▶ **WHAT NEEDS TO BE DONE**
I need each line of the entries below that includes the string "Royal".

▶ **DATA SECTION**
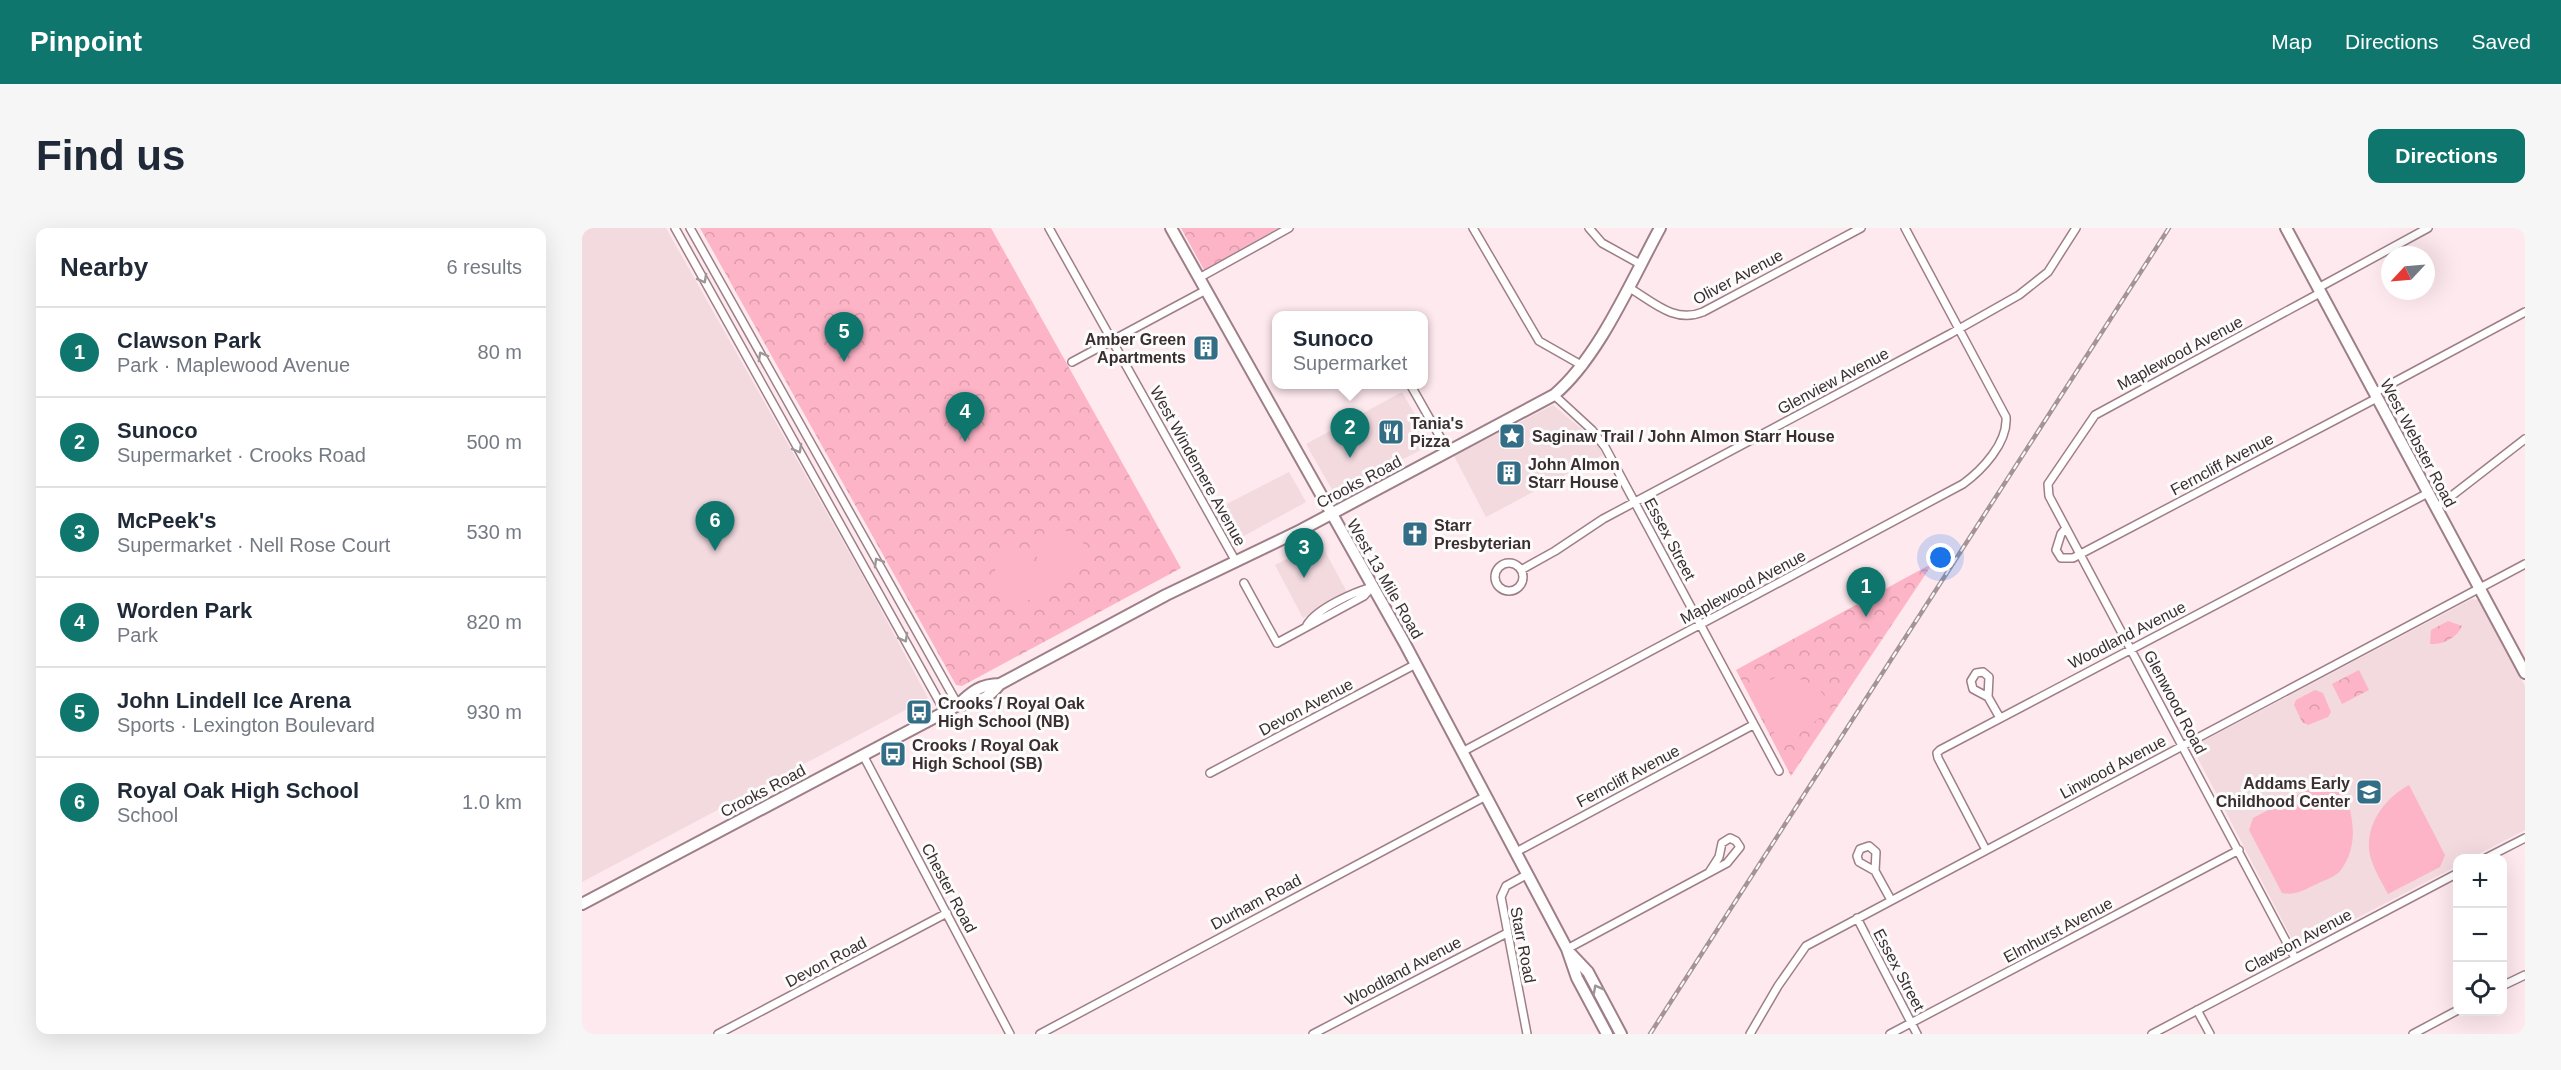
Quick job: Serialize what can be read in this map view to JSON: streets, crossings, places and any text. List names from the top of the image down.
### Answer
{
  "streets": {
    "main road": ["West Webster Road", "Crooks Road", "West 13 Mile Road"],
    "street": [
      "Oliver Avenue",
      "Maplewood Avenue",
      "Glenview Avenue",
      "Ferncliff Avenue",
      "West Windemere Avenue",
      "Essex Street",
      "Woodland Avenue",
      "Glenwood Road",
      "Devon Avenue",
      "Linwood Avenue",
      "Chester Road",
      "Durham Road",
      "Elmhurst Avenue",
      "Clawson Avenue",
      "Starr Road",
      "Devon Road"
    ]
  },
  "crossings": [
    ["Oliver Avenue", "Crooks Road"],
    ["Maplewood Avenue", "Glenview Avenue"],
    ["Maplewood Avenue", "West Webster Road"],
    ["Maplewood Avenue", "Essex Street"],
    ["Maplewood Avenue", "West 13 Mile Road"],
    ["Maplewood Avenue", "Glenwood Road"],
    ["Glenview Avenue", "Essex Street"],
    ["West Webster Road", "Ferncliff Avenue"],
    ["West Webster Road", "Woodland Avenue"],
    ["West Webster Road", "Linwood Avenue"],
    ["Ferncliff Avenue", "Essex Street"],
    ["Ferncliff Avenue", "West 13 Mile Road"],
    ["Ferncliff Avenue", "Glenwood Road"],
    ["West Windemere Avenue", "Crooks Road"],
    ["Crooks Road", "Essex Street"],
    ["Crooks Road", "West 13 Mile Road"],
    ["Crooks Road", "Chester Road"],
    ["Essex Street", "Linwood Avenue"],
    ["Essex Street", "Elmhurst Avenue"],
    ["West 13 Mile Road", "Devon Avenue"],
    ["West 13 Mile Road", "Durham Road"],
    ["West 13 Mile Road", "Starr Road"],
    ["Woodland Avenue", "Glenwood Road"],
    ["Woodland Avenue", "Linwood Avenue"],
    ["Woodland Avenue", "Starr Road"],
    ["Glenwood Road", "Linwood Avenue"],
    ["Glenwood Road", "Elmhurst Avenue"],
    ["Glenwood Road", "Clawson Avenue"],
    ["Chester Road", "Devon Road"]
  ],
  "places": {
    "building": ["Amber Green Apartments", "John Almon Starr House"],
    "restaurant": ["Tania's Pizza"],
    "place": ["Saginaw Trail / John Almon Starr House"],
    "church": ["Starr Presbyterian"],
    "bus stop": ["Crooks / Royal Oak High School (NB)", "Crooks / Royal Oak High School (SB)"],
    "school or university": ["Addams Early Childhood Center"]
  },
  "north": "bottom left",
  "page": {
    "header": "Pinpoint",
    "nav": ["Map", "Directions", "Saved"],
    "buttons": "Directions",
    "title": "Find us",
    "heading": ["Nearby", "6 results"],
    "list": [
      {
        "mark": "1",
        "name": "Clawson Park",
        "note": "Park · Maplewood Avenue",
        "value": "80 m"
      },
      {
        "mark": "2",
        "name": "Sunoco",
        "note": "Supermarket · Crooks Road",
        "value": "500 m"
      },
      {
        "mark": "3",
        "name": "McPeek's",
        "note": "Supermarket · Nell Rose Court",
        "value": "530 m"
      },
      {
        "mark": "4",
        "name": "Worden Park",
        "note": "Park",
        "value": "820 m"
      },
      {
        "mark": "5",
        "name": "John Lindell Ice Arena",
        "note": "Sports · Lexington Boulevard",
        "value": "930 m"
      },
      {
        "mark": "6",
        "name": "Royal Oak High School",
        "note": "School",
        "value": "1.0 km"
      }
    ],
    "popup": ["Sunoco", "Supermarket"],
    "pins": [
      "5",
      "4",
      "2",
      "6",
      "3",
      "1"
    ],
    "map_buttons": ["+", "−"]
  }
}
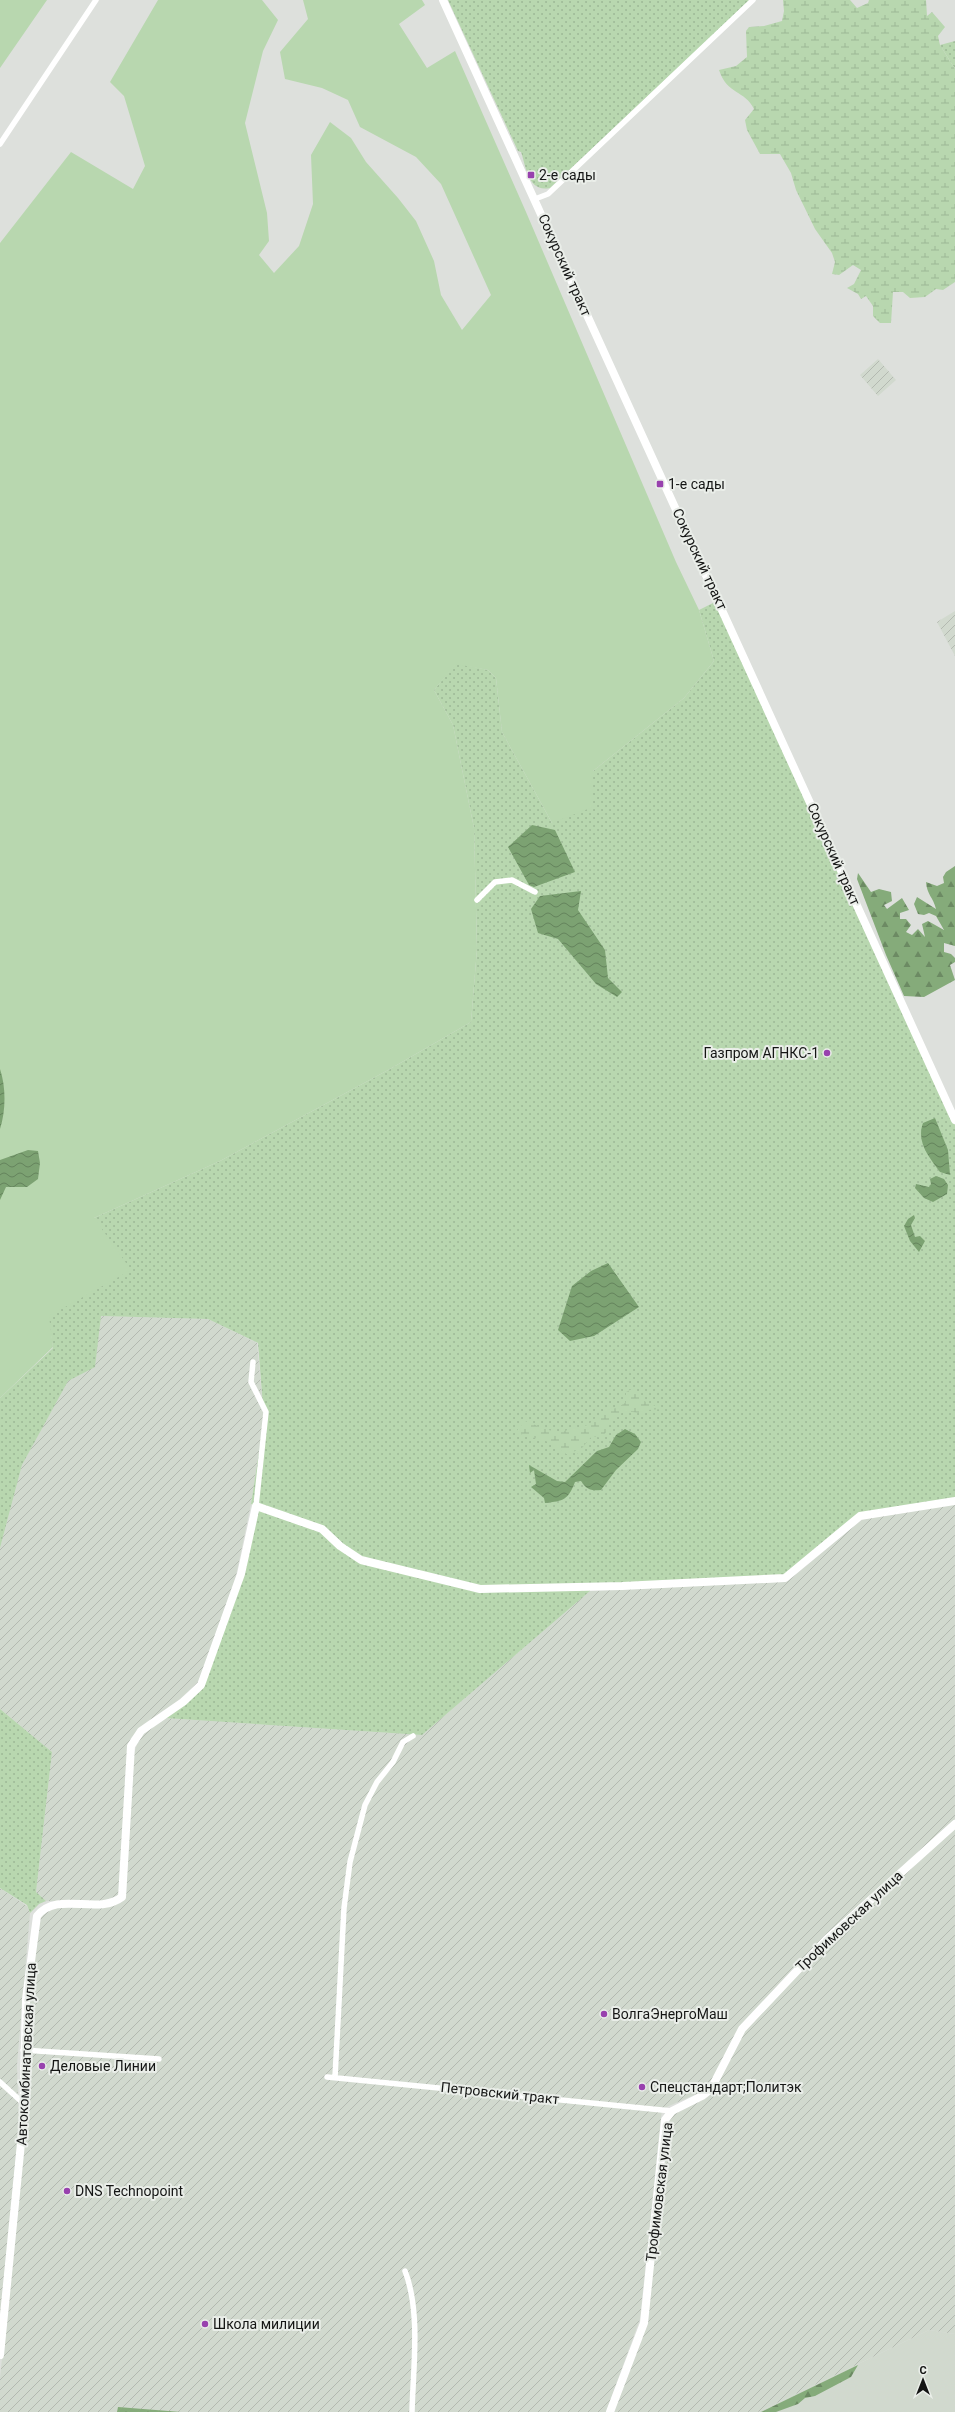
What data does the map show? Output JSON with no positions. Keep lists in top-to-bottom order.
{
  "streets": {
    "street": [
      "Сокурский тракт",
      "Трофимовская улица",
      "Автокомбинатовская улица",
      "Петровский тракт"
    ]
  },
  "crossings": [
    ["Трофимовская улица", "Петровский тракт"]
  ],
  "places": {
    "transit": ["2-е сады", "1-е сады"],
    "other": [
      "Газпром АГНКС-1",
      "ВолгаЭнергоМаш",
      "Деловые Линии",
      "Спецстандарт;Политэк",
      "DNS Technopoint",
      "Школа милиции"
    ]
  },
  "north": "top"
}
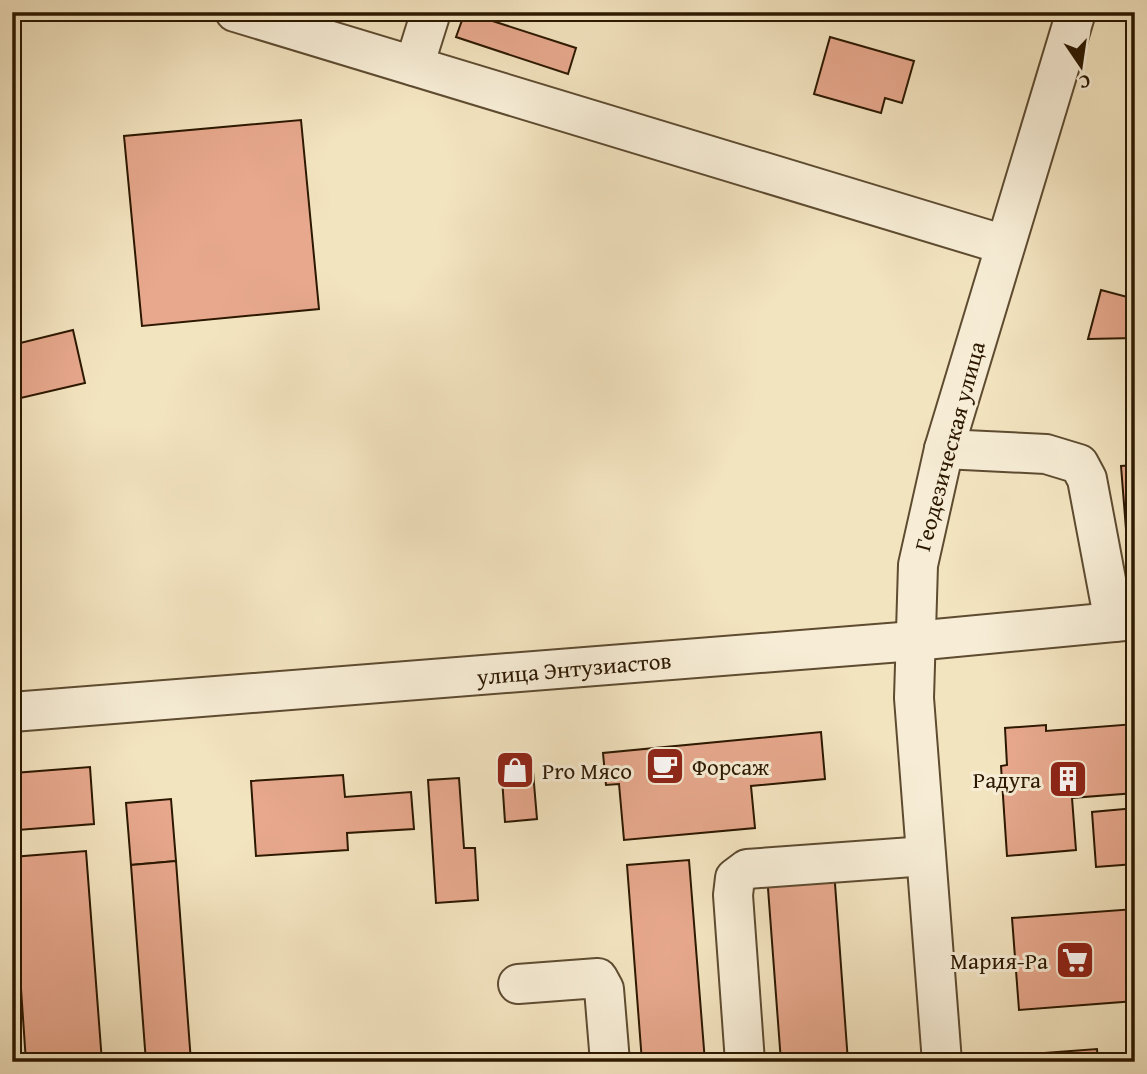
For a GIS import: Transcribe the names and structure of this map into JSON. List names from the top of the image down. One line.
{"streets":{"street":["Геодезическая улица","улица Энтузиастов"]},"crossings":[["Геодезическая улица","улица Энтузиастов"]],"places":{"cafe":["Форсаж"],"shop":["Pro Мясо"],"building":["Радуга"],"supermarket":["Мария-Ра"]},"north":"bottom"}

▶ **THE COMPLETED TASK**
    "bus stop": ["Crooks / Royal Oak High School (NB)", "Crooks / Royal Oak High School (SB)"],
        "name": "Royal Oak High School",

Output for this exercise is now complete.